So. I got side-tracked from reading Great Expectations.
Title: We need to talk about Kevin
Author: Lionel Shriver
Synopsis:(from amazon.co.uk)
hereMy thoughts: I seem to be reading quite a lot of good books this year. It's told through letters to Eva's husband after the event. (Hurrah for epistoalry form: I love the intimacy of it, and the way it tends to link the reader more closely to the narrator.)
We need to talk about Kevin is a very in-depth exploration of the way a child develops into a 15 year old who can murder 11 people. Of course, it does raise the question of whether Kevin was born cold and indifferent enough to grow into a killer, or whether he develops into this state of mind. I don't want to linger on just this issue, since many people seem to blanket that he is cold and it isn't his mother's fault and so on.
I'm personally of the opinion that the whole novel is narrated by his mother, Eva, whose inability to bond her son is evident throughout the novel.

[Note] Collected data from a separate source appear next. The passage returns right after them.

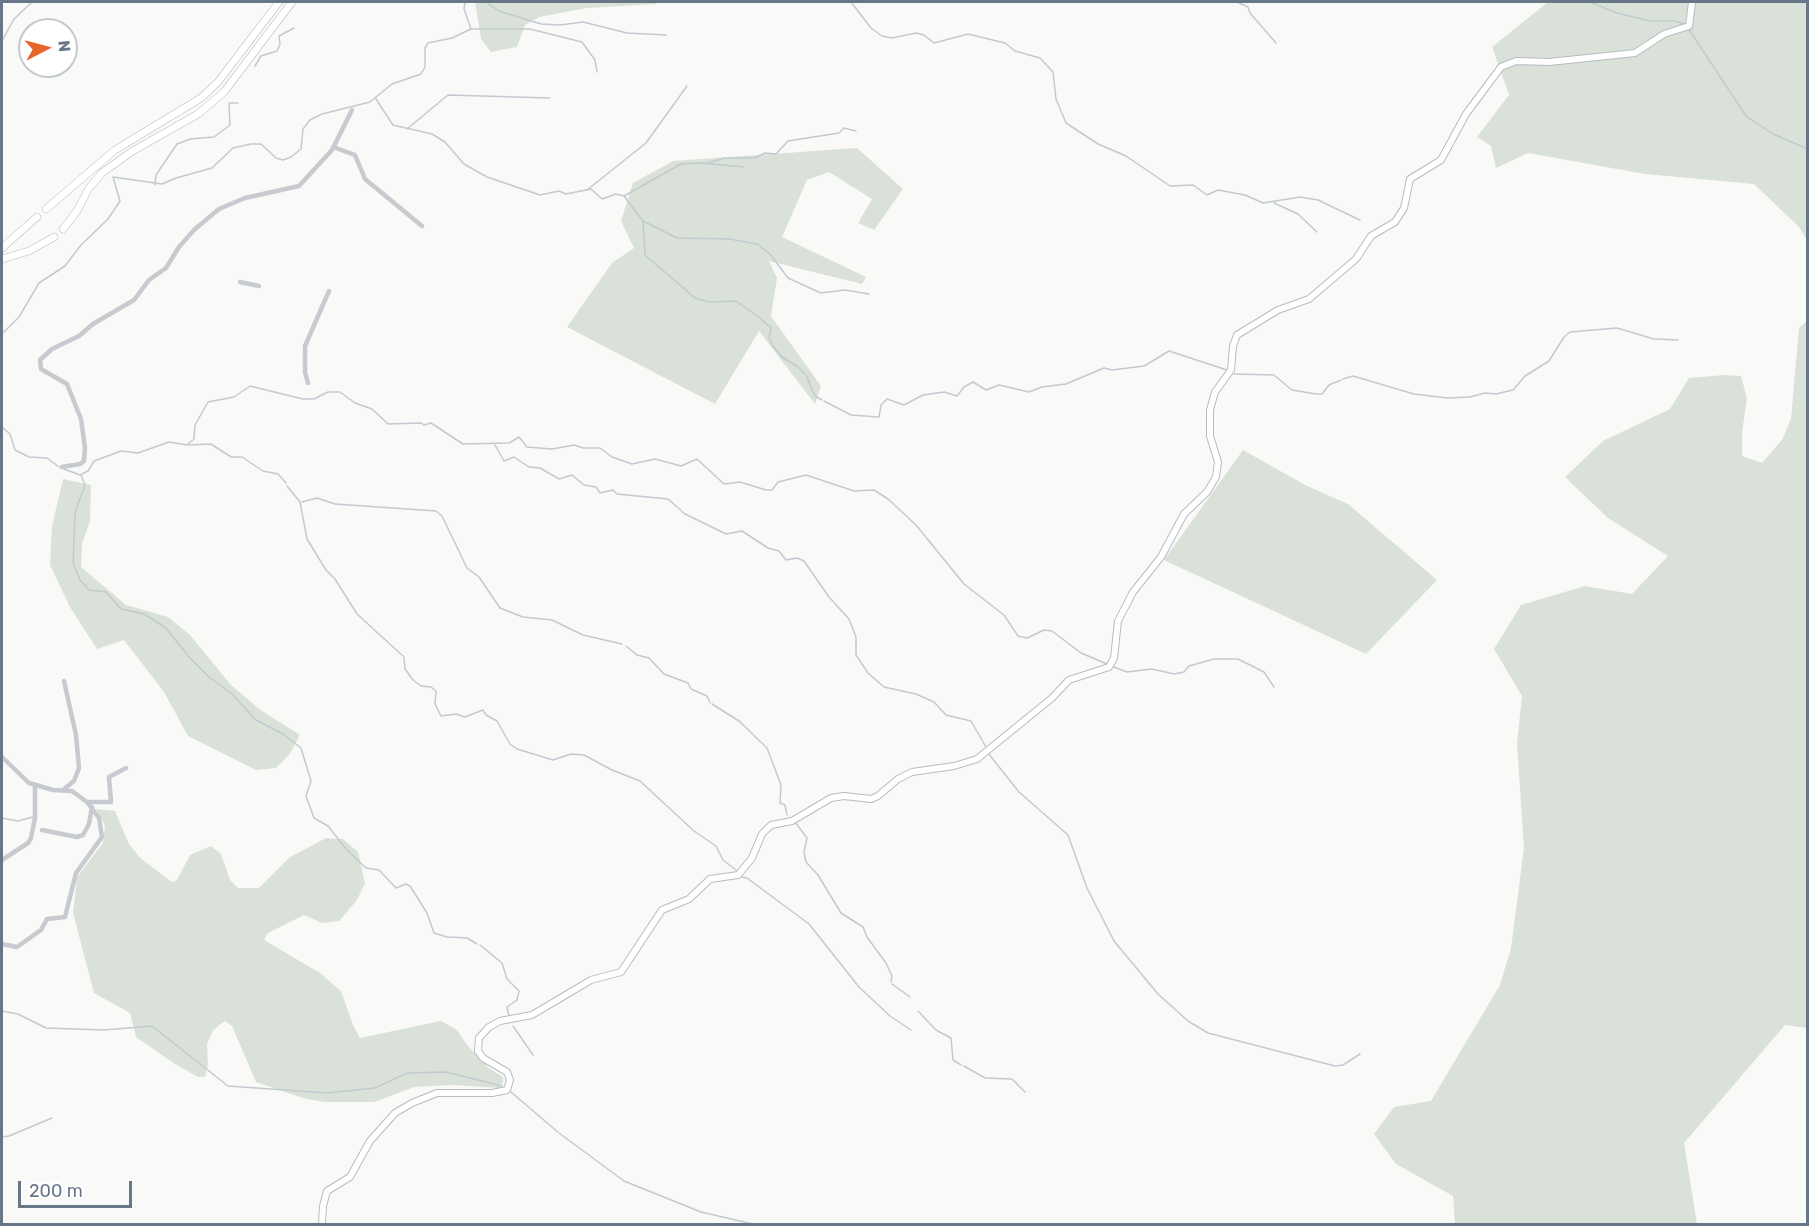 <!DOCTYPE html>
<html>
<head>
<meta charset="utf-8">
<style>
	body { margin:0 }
	#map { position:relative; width:1809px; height:1226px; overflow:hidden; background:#f9f9f7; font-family:Rubik,sans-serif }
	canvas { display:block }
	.frame { position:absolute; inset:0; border:3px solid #677788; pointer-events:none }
	.north { position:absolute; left:18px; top:18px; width:60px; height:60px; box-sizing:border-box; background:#fff; border:2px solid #c2c9cf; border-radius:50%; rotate:84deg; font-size:16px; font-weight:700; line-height:24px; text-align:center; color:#677788 }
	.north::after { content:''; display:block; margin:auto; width:21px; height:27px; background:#e76529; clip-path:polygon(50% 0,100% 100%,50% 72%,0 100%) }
	.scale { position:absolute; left:18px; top:1181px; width:114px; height:27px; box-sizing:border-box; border:3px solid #677788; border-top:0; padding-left:8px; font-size:18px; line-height:21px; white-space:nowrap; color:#677788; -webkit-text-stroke:4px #fff; paint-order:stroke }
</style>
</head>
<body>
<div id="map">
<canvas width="1809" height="1226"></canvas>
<div class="frame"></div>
<div class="north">N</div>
<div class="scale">200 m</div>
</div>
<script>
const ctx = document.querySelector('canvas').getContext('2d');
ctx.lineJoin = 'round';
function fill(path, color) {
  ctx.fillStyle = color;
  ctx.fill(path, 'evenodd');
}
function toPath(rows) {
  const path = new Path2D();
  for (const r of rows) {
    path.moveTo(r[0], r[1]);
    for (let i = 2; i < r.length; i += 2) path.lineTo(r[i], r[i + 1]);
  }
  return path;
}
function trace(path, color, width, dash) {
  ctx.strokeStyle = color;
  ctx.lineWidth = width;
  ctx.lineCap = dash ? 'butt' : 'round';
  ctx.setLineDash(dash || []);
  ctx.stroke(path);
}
fill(toPath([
	[475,2,657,2,656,4,587,8,539,17,525,25,517,47,491,52,481,39],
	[1548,2,1807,2,1807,240,1799,227,1754,184,1645,174,1528,153,1496,168,1491,146,1477,137,1509,95,1492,47],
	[857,148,903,189,874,230,858,223,872,199,829,172,807,180,782,237,866,277,862,284,769,261,777,278,771,316,821,386,815,404,759,331,715,404,567,327,612,263,634,248,621,221,633,183,673,161],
	[1807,321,1807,1028,1785,1025,1684,1143,1697,1224,1455,1224,1453,1196,1396,1164,1374,1134,1394,1107,1431,1101,1500,985,1511,948,1524,848,1517,744,1522,696,1494,649,1521,605,1585,586,1632,594,1668,556,1608,518,1565,477,1603,441,1670,409,1689,378,1725,375,1741,376,1747,398,1742,433,1742,456,1762,463,1782,440,1791,419,1799,328],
	[1243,450,1305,485,1348,504,1437,580,1366,654,1164,560],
	[63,479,91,485,90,521,82,544,81,567,126,605,168,617,190,635,230,684,259,709,300,735,289,755,276,768,256,770,188,736,164,692,124,640,97,649,70,607,50,565,52,526],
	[96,809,115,811,129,844,140,858,172,882,177,880,190,855,211,846,221,854,230,880,238,888,259,888,290,857,326,838,343,839,358,852,365,883,357,900,339,921,322,923,304,915,268,933,264,940,320,973,341,991,353,1025,360,1038,441,1021,457,1030,467,1045,489,1068,503,1077,503,1082,499,1088,452,1085,414,1087,374,1102,324,1102,303,1098,256,1082,232,1026,225,1021,213,1030,207,1044,208,1065,205,1077,198,1077,175,1064,136,1037,130,1013,94,993,73,913,77,877,103,843,105,826]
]), '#dae1d8');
trace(toPath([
	[486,2,499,11,541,24,560,25,583,22,627,33,666,35],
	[851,2,871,28,882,36,892,38,916,33,924,35,934,43,968,34,1005,43,1015,51,1040,58,1053,72,1056,99,1066,123,1098,144,1126,156,1170,186,1193,185,1207,195,1218,190,1245,195,1263,203,1300,197,1318,200,1360,220],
	[1237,2,1248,7,1250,13,1276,43],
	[1590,2,1617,13,1650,21,1675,21,1684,24],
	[1688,28,1746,116,1773,134,1808,149],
	[472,29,530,29,582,42,595,60,597,72],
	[2,41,14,19,32,2],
	[255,66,261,56,277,51,280,44,279,36,294,28],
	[376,99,393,125,432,134,445,142,464,164,487,177,540,195,559,191,566,194,591,189,602,199,616,194,624,196,643,221,645,255,695,298,709,302,736,301,760,318,771,328,769,338,773,346,782,357,798,367,806,375,815,396,822,400],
	[407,129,448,95,550,98],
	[708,163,724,158,755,158,765,153,776,154,788,141,839,133,844,128,856,131],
	[155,185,156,175,177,144,190,139,214,137,230,125,229,103,238,103],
	[587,190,646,143,687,86],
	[624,196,681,164,700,163,744,167],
	[1274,203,1298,214,1317,232],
	[643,221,677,238,730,239,757,244,770,254,788,278,821,293,845,290,869,294],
	[2,334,19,317,39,283,65,266,81,245,108,219,120,201,113,177,162,184,176,178,212,168,233,148,251,144,261,144,276,158,283,160,291,157,301,149,303,129,310,120,322,114,370,102,392,84,421,74,425,67,425,48,428,43,452,38,471,29,464,9,465,2],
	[1234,374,1274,375,1292,390,1316,394,1322,394,1329,385,1341,380],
	[1343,379,1353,376,1414,394,1448,398,1470,397,1485,393,1496,394,1513,390,1525,376,1549,361,1564,337,1570,332,1617,328,1654,339,1678,340],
	[824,401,851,415,879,417,881,405,887,399,904,405,923,395,944,392,957,396,964,387,973,382,986,390,999,385,1029,392,1042,387,1066,384,1104,368,1112,370,1144,366,1169,351,1227,370],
	[2,427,10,434,15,450,29,457,47,458,59,467],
	[189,445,211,444,231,457,242,457,263,471,278,474,286,483],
	[495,445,504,461,514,457,529,467,540,468,559,479,572,475,584,485,596,487,600,493,613,490,617,494,668,499,685,514,726,534,742,531,768,548,779,551,786,560,797,558,804,561,829,597,849,619,856,637,856,655,868,673,884,687,916,694,934,702,946,715,971,721,986,747],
	[64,469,80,475,88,471,94,461,121,451,138,453,169,442,187,445,194,439,195,425,208,402,234,397,250,386,303,399,314,399,328,392,340,392,355,403,372,409,388,424,421,423,424,425,431,423,463,444,509,443,519,437,527,447,552,449,574,445,583,448,600,448,612,457,632,464,655,459,681,466,697,459,724,484,740,482,766,490,772,490,778,482,806,475,854,491,874,490,888,499,916,525,964,584,1004,615,1018,636,1027,638,1044,630,1052,631,1081,653,1107,664],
	[81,475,85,485,75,512,73,563,80,580,89,590,106,592,121,609,144,614,166,628,189,657,209,677,232,694,256,720,283,734,301,748,311,781,306,796,314,818,328,826,346,849,366,868,379,870,396,888,406,884,410,886,427,913,434,933,447,937,467,938,477,944],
	[287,486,300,502,307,539,326,570,335,579,357,614,404,657,405,669,413,680,421,686,431,687,436,691,435,704,441,716,456,714,465,717,483,710,486,715,497,721,510,744,517,749,553,760,571,754,584,755,612,770,640,781,694,831,716,846,723,860,736,870],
	[302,502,317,498,335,504,436,511,442,516,467,568,479,577,500,608,523,617,552,620,583,635,622,644],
	[626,646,637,655,649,658,664,674,688,683,691,689,707,696,710,703],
	[1114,667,1127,672,1152,669,1174,674,1184,672,1189,666,1214,659,1238,659,1264,672,1274,687],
	[712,704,739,721,767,748,781,785,780,803,785,805,787,815],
	[988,753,1019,792,1068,835,1087,888,1114,941,1158,994,1188,1021,1208,1033,1335,1066,1343,1065,1360,1054],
	[2,818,18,821,33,817],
	[795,822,807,838,804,852,806,862,818,875,841,913,863,927,867,937,886,963,892,976,891,982],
	[741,877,747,878,809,924,859,987,890,1016,911,1030],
	[480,945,502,963,507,979,519,991,517,1000,507,1007,509,1016],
	[892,984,910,997],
	[2,1011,18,1014,46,1028,104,1030,152,1026,228,1086,327,1093,375,1088,407,1073,446,1072,502,1086],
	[918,1011,936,1030,951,1038,953,1060,961,1065],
	[513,1026,533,1055],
	[964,1066,985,1078,1012,1079,1025,1092],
	[511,1092,559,1133,624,1181,701,1212,753,1224],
	[2,1137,9,1136,52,1118]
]), '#c2cad0', 1.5);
const major = toPath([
	[322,1224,323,1206,327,1191,350,1177,370,1141,395,1113,412,1103,437,1093,492,1093,507,1090,510,1080,507,1072,483,1058,478,1051,479,1038,489,1027,500,1021,532,1015,591,980,621,972,662,910,689,899,710,879,738,875,752,858,762,834,771,825,792,821,831,798,844,796,871,799,878,796,898,779,912,772,954,766,977,759,1052,698,1069,680,1109,667,1114,658,1118,621,1133,592,1161,557,1184,514,1207,492,1216,477,1218,462,1210,436,1210,410,1215,392,1231,370,1233,346,1237,335,1278,310,1309,299,1356,259,1371,236,1395,222,1404,208,1410,179,1441,160,1466,114,1501,67,1516,61,1549,62,1635,53,1664,34,1689,26,1692,2]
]);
const highway = toPath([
	[46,209,115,150,201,98,218,82,279,2],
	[63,229,77,211,89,188,102,173,131,152,198,114,224,92,292,2],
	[2,248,37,217],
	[2,259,29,251,54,237]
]);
trace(major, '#b8bcc0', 8);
trace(highway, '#b7bbbf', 8);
trace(toPath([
	[333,147,355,155,365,179,422,226],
	[240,282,259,286],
	[308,383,305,372,305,346,329,291],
	[62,467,80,464,84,461,85,448,81,419,67,384,41,369,40,360,52,349,79,336,93,324,134,300,149,280,166,268,179,247,194,230,219,209,245,198,299,186,332,150,352,110],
	[2,757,29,783,53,790,72,791,87,802,111,802,109,777,126,768],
	[63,790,74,781,79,768,76,735,64,681],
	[42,830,77,837,83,835,89,824,92,807],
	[2,860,28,843,31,838,35,818,35,786],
	[2,944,17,947,41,930,47,919,65,917,76,873,102,837,99,818,87,802]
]), '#c7cace', 4.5);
trace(major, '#fff', 6);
trace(highway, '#fff', 7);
</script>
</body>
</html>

Only once, right near the end of the book does she claim to love her son. Many of the earlier events are ambigious, and shaped by nothing more that Eva's suspsicion of a certain look in her son's eye. By contrast, her husband's saccharine perfect American family approach to parenting doesn't help either, nor does Eva's obvious preference of her younger daughter.
This novel is isn't intended to get inside Kevin's mind: Eva tries and I think she fails. If Shriver wanted us to understand the motivation of a killer, she would have written the novel from Kevin's point of view. I have to admit I found the twist at the end shocking, but apparent resolution/change in Eva's view a little too quickly slotted in to be believeable.
Up Next: Great Expectations by Charles Dickens. Promise.